Sebagai salah satu bangunan paling terkenal di dunia, Taj Mahal telah ‘menyihir’ dunia dengan pesonanya yang indah. Sebagai salah satu bangunan yang termasuk dalam ‘7 Keajaiban Dunia’, mausoleum ini menjadi ikon kota Agra dan negara India, dan tercatat dalam UNESCO World Heritage Site, pada tahun 1983. Menurut Encyclopædia Britannica, Taj Mahal dibangun oleh kaisar Mughal Shah Jahān (berkuasa tahun 1628–1658) untuk memperingati kematian istri tercintanya, Mumtaz Mahal. Arsitektur Taj Mahal yang menggabungkan elemen bercorak India dan Persia membuatnya menjadi destinasi wisata yang populer. Selama ini Taj Mahal selalu identik dengan perwujudan cinta abadi seorang raja terhadap permaisurinya. Tapi apakah tepat demikian?

Karena umumnya sejarah ditulis oleh pemenang, maka banyak detail yang ‘disembunyikan’, biasanya untuk melindungi kepentingan penguasa. Ini-lah yang membuat saya terinspirasi untuk menggali lebih dalam tentang fakta sejarah (khususnya yang tidak pernah diajarkan di sekolah). Karena sejarah bersifat relatif, alangkah baiknya pikiran terbuka oleh berbagai perspektif berbeda, untuk menambah wawasan kita semua.

Wafatnya Mumtaz Mahal

Pada tanggal 6 Februari 1628, Shah Jahān naik tahta di kota Agra sebagai maharaja Mughal pertama di abad kedua dinasti tersebut berkuasa di sub-benua India.

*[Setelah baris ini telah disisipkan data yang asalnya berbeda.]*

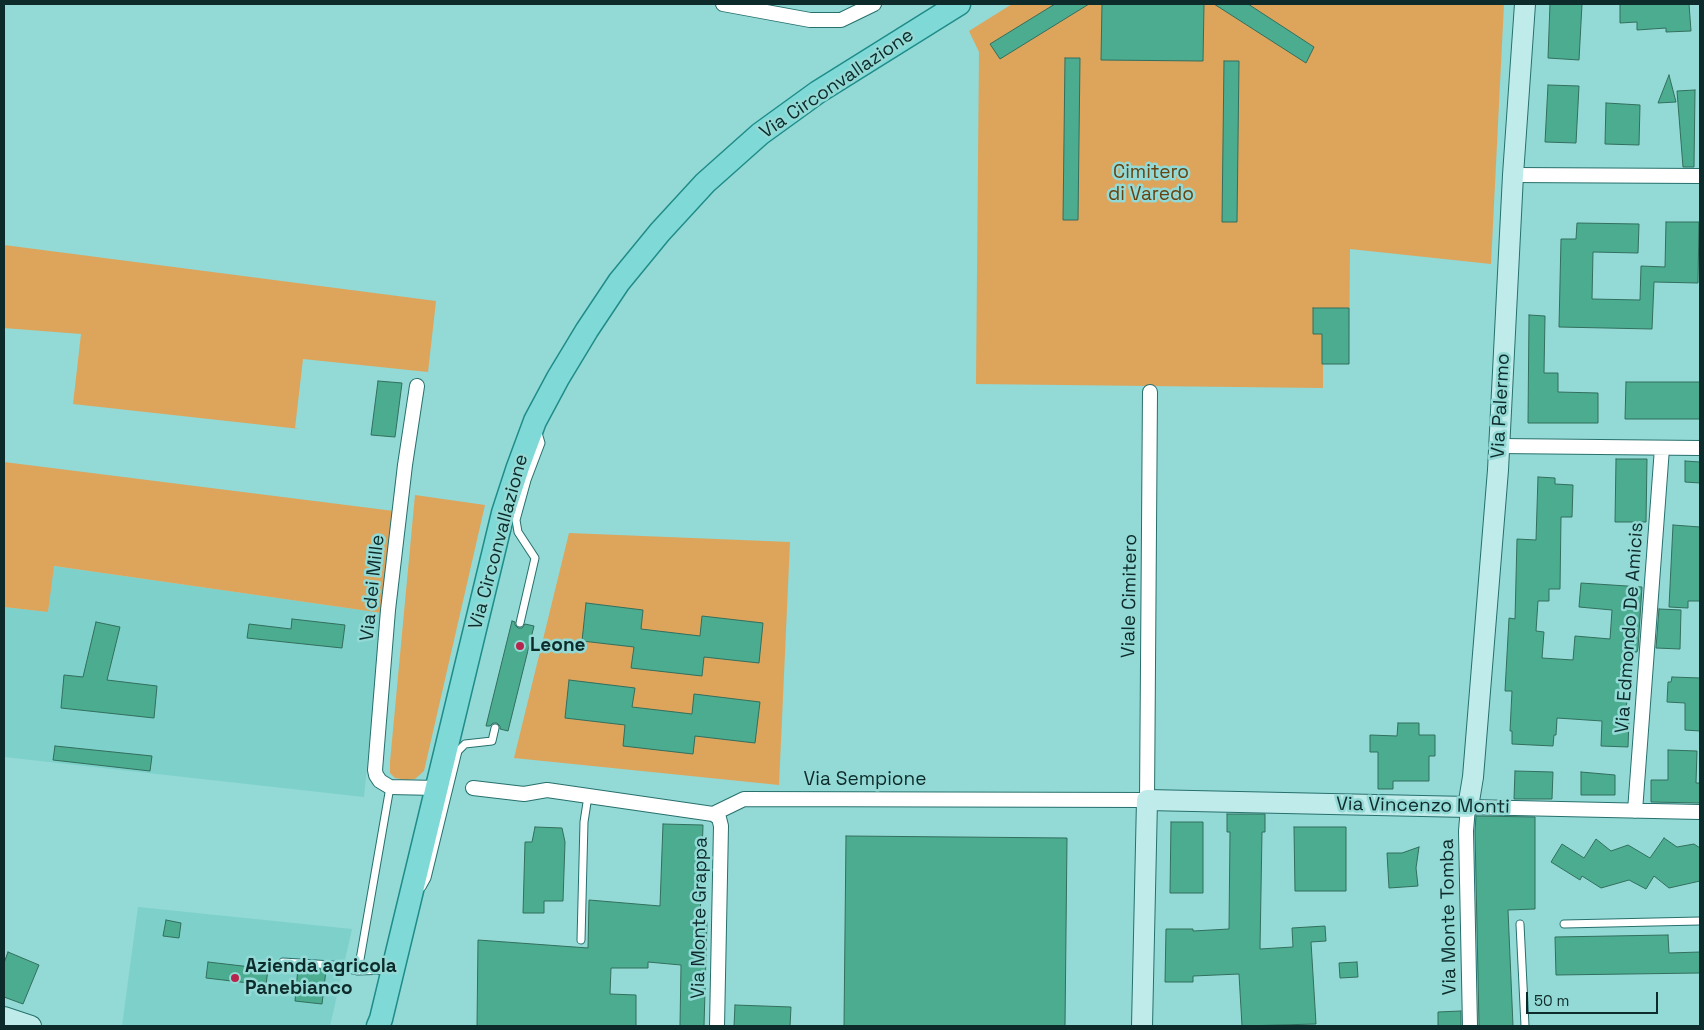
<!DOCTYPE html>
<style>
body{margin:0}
#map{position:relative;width:1704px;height:1030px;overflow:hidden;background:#93d9d5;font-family:"Space Grotesk",sans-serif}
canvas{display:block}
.frame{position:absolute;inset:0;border:5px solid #0d2b2a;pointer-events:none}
.scale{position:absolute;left:1526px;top:992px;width:132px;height:22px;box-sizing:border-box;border:2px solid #0d2b2a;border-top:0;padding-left:6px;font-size:15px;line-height:18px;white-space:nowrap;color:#0d2b2a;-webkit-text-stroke:4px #93d9d5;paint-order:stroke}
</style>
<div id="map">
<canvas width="1704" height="1030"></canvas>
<div class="frame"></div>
<div class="scale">50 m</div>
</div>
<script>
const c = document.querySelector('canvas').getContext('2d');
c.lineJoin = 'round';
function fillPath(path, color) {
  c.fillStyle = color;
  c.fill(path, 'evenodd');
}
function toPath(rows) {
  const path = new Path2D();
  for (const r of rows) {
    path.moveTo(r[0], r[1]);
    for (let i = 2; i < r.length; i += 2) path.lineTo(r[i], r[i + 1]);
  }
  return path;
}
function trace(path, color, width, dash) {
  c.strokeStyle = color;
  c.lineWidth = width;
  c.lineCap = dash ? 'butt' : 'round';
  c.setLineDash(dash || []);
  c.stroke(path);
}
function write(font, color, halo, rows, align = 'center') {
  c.font = font + ' "Space Grotesk",sans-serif';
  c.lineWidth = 5;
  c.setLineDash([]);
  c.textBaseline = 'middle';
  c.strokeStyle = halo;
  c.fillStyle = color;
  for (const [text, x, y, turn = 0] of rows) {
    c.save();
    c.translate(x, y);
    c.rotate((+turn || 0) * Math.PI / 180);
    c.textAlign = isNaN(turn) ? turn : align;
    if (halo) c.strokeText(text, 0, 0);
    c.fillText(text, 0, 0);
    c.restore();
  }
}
fillPath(toPath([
 [53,566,382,613,364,797,4,757,4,607,48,612],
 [138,907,352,929,330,1026,122,1026]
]), '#7ed0cb');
fillPath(toPath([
 [1012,4,1504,4,1491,264,1350,249,1349,364,1323,364,1323,388,976,384,979,52,969,31],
 [4,245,436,301,428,372,303,359,295,428,300,429,73,404,81,334,4,328],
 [4,462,394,511,382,613,54,566,48,612,4,607],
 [415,495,485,505,424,771,415,779,406,780,395,778,390,773,390,762],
 [569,533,790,542,779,785,514,758]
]), '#dda45c');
const building = toPath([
 [1055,4,1089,4,1000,59,990,44,1055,4],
 [1102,4,1204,4,1203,61,1101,60,1102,4],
 [1214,4,1248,4,1314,47,1306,63,1214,4],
 [1550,4,1582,4,1579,60,1548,58,1550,4],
 [1620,4,1689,4,1691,31,1666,32,1666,28,1637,30,1637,22,1620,23,1620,4],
 [1065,58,1080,58,1078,220,1063,220,1065,58],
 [1224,61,1239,61,1237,222,1222,222,1224,61],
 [1669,75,1676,102,1658,103,1669,75],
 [1548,85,1579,86,1576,143,1545,142,1548,85],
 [1695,90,1694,167,1683,167,1677,91,1695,90],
 [1606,103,1640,105,1639,145,1605,144,1606,103],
 [1666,222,1699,222,1698,283,1654,282,1652,329,1559,327,1561,239,1576,239,1577,223,1639,224,1638,253,1593,252,1592,299,1640,300,1641,266,1665,267,1666,222],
 [1313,308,1349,308,1349,364,1322,364,1322,334,1313,334,1313,308],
 [1529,315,1545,316,1544,373,1558,373,1558,392,1598,393,1598,423,1528,423,1529,315],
 [378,381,402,383,395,437,371,435,378,381],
 [1626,382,1700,382,1700,419,1625,419,1626,382],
 [1616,459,1647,459,1646,522,1615,522,1616,459],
 [1685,461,1700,462,1700,483,1685,482,1685,461],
 [1538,477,1555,478,1555,484,1573,485,1572,517,1561,517,1560,589,1549,589,1549,601,1538,601,1536,631,1544,632,1542,658,1573,660,1575,636,1610,639,1612,610,1579,607,1581,583,1642,587,1638,648,1637,652,1632,652,1625,720,1629,720,1628,747,1601,746,1602,721,1557,718,1556,735,1554,735,1553,746,1512,744,1512,731,1510,731,1512,691,1505,691,1509,618,1515,619,1517,539,1536,540,1538,477],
 [1673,525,1700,527,1700,601,1688,601,1688,608,1669,607,1673,525],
 [586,603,643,610,641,629,700,636,702,616,763,623,759,663,704,657,702,676,631,668,634,647,582,641,586,603],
 [1659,609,1681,610,1680,649,1656,648,1659,609],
 [292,619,345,625,342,648,247,638,249,624,291,629,292,619],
 [512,621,515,622,515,625,518,628,522,628,525,624,534,626,508,731,500,729,500,726,497,723,493,723,490,726,486,726,512,621],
 [96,622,120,627,107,680,157,686,154,718,61,708,64,675,83,677,96,622],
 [1672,677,1700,678,1700,731,1685,730,1685,703,1667,702,1668,682,1671,682,1672,677],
 [569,680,635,688,632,707,692,714,694,694,760,702,755,743,695,736,693,754,623,746,625,725,565,718,569,680],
 [1398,723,1419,723,1419,735,1435,735,1435,756,1429,756,1429,781,1393,781,1393,789,1378,789,1378,752,1370,752,1370,735,1397,736,1398,723],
 [55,746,152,756,150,771,53,760,55,746],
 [1668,750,1697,751,1696,783,1700,783,1700,803,1651,802,1651,780,1668,780,1668,750],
 [1515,771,1553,772,1552,799,1514,799,1515,771],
 [1581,772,1615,775,1615,795,1581,795,1581,772],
 [1227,814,1265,814,1265,832,1262,832,1260,949,1293,947,1292,928,1325,926,1326,941,1311,942,1316,1024,1242,1026,1239,974,1193,976,1193,982,1165,982,1166,929,1193,929,1193,931,1229,929,1230,832,1227,832,1227,814],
 [1476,816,1535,817,1535,909,1508,910,1513,1026,1479,1026,1475,831,1476,816],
 [1171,822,1203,822,1203,893,1170,893,1171,822],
 [663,824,703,825,700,922,707,922,704,1026,680,1026,681,965,648,962,648,968,611,968,610,994,636,995,636,1026,477,1026,478,940,588,948,589,900,660,906,663,824],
 [535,827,562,828,565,842,563,901,544,901,544,913,523,913,525,842,532,842,535,827],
 [1294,827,1346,827,1346,891,1295,891,1294,827],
 [846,836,1067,838,1065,1026,844,1026,846,836],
 [1664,838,1677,847,1694,844,1700,848,1700,881,1669,888,1654,876,1646,889,1629,880,1601,888,1582,876,1580,880,1551,862,1562,844,1584,858,1596,839,1611,851,1628,845,1650,858,1664,838],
 [1419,847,1416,868,1418,886,1389,888,1387,853,1402,853,1419,847],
 [166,920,181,923,179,938,163,936,166,920],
 [1668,935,1669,953,1700,952,1700,973,1556,975,1555,937,1668,935],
 [8,952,39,965,23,1004,4,997,4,963,8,952],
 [208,962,268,969,266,985,206,978,208,962],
 [1357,962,1358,977,1340,978,1339,963,1357,962],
 [298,968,326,970,322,1004,295,1001,298,968],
 [735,1005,791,1007,790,1026,734,1026,735,1005],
 [1461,1011,1461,1026,1438,1026,1438,1012,1461,1011]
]);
fillPath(building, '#4bac90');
trace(building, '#326f5d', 1);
const lane = toPath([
 [520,623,535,558,518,532,516,520,527,480,541,443,538,433],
 [422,887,427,878,458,751,465,744,492,741,495,728],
 [1520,924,1525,1026],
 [1564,924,1700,921],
 [581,940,584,822,588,796],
 [283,962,332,965,358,971,389,970],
 [358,971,390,787]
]);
const street = toPath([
 [723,4,810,20,841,20,874,4],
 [1513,175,1700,176],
 [417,386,405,465,388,610,375,770,376,775,380,781,390,787,437,788],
 [1499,446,1700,448],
 [473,788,524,794,547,790,713,814,744,799,1147,800,1150,392],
 [1635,811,1662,448],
 [713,814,719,818,721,826,717,1026],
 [1470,1026,1466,831,1468,807,1700,812]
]);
const secondary = toPath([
 [4,1017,31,1026],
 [1142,1026,1147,800,1468,807,1473,777,1498,470,1513,175,1525,4]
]);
const primary = toPath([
 [378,1026,381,1019,503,513,518,467,535,421,558,378,587,330,619,282,660,232,705,183,760,134,818,92,959,4]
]);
trace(lane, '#27706d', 9);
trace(street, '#27706d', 16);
trace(secondary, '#27706d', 22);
trace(primary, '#208c89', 25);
trace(lane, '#fff', 7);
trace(street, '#fff', 14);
trace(secondary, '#bfeceb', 20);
trace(primary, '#7fdad7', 22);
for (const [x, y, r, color] of [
 [520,646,5,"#b6254c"],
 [235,978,5,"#b6254c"]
]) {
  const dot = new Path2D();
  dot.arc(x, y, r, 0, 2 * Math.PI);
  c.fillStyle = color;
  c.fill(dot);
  trace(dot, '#93d9d5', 2);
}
write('19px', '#0d2b2a', '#93d9d5', [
 ["Via Circonvallazione",837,84,-34],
 ["Via Palermo",1501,406,-87],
 ["Via Circonvallazione",499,542,-75],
 ["Via dei Mille",373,588,-84],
 ["Viale Cimitero",1130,596,-89],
 ["Via Edmondo De Amicis",1630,628,-86],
 ["Via Sempione",865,780],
 ["Via Vincenzo Monti",1423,806,1],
 ["Via Monte Tomba",1449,917,-91],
 ["Via Monte Grappa",700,918,-89]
]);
write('19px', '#664311', '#93d9d5', [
 ["Cimitero",1151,173],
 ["di Varedo",1151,195]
]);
write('bold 19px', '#0d2b2a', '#93d9d5', [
 ["Leone",530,646],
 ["Azienda agricola",245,967],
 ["Panebianco",245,989]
], 'left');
</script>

Dengan demikian permaisuri utamanya, Mumtaz Mahal (nama aslinya Arjumand Banu Begum), didaulat sebagai Malika-i-Jahan, atau ‘Ratu Dunia’. Menurut sejarawan E.B. Findley dalam bukunya Nur Jahan: Empress of Mughal India (1993:308), Mumtaz adalah wanita yang paling dicintai sang maharaja, yang dibuktikan dengan ‘tunjangan’ tahunan sebesar 1 juta rupee, yang menjadi rekor pada saat itu. Mereka berdua menikah pada tanggal 10 Mei 1612, setelah bertunangan sejak tahun 1607. Selama hidupnya sebagai wanita nomor satu di kekaisaran Mughal, Mumtaz turut serta dalam mengurus administrasi pemerintahan dan juga menemani sang kaisar dalam peperangan.

Selama 19 tahun pernikahan, mereka telah dikaruniai 14 anak. Sayangnya, Mumtaz meninggal dunia pada tahun 1631 akibat postpartum hemorrhage. Saat itu, ia baru saja melahirkan anak terakhir (seorang perempuan), yang bernama Gauharara Begum. Kematian ini bisa saja terhindarkan di era sekarang, namun pada saat itu bahkan lingkungan istana kaisar pun tidak memiliki pelayanan kesehatan yang memadai (mutakhir) untuk wanita hamil. Jika permaisuri termasyhur Mughal saja tidak bisa diselamatkan, bisa dibayangkan nasib rakyat jelata bila menghadapi komplikasi maternal pada zaman itu. Peneliti kesehatan Anant Kumar dalam jurnalnya yang berjudul Monument of Love or Symbol of Maternal Death: The Story Behind the Taj Mahal (2014:5), bahkan berpendapat Taj Mahal seharusnya menjadi monumen kematian maternal, yang hingga sekarang masih menjadi masalah di India.

Wikimedia Commons

Sejarah Bersifat Relatif

Sampai sekarang ini, masih banyak orang yang meragukan runutan sejarah pembangunan Taj Mahal dengan segala misteri yang menyelimutinya. Banyak pendapat berbeda yang telah dituangkan oleh para ahli dari masa ke masa, namun tidak semua rincian bisa disepakati bersama. Hal ini menyebabkan tidak adanya kebenaran yang pasti, karena catatan sejarah tentang India pada masa itu seringkali bertentangan, bukan melengkapi. Catatan yang menjadi acuan populer adalah buku karangan saudagar Prancis J.B. Tavernier berjudul Travels in India (1676:91). Dalam buku itu ia menulis:

“I witnessed the commencement and accomplishment of this great work, on which twenty-two years have been spent, during which twenty thousand men worked incessantly”.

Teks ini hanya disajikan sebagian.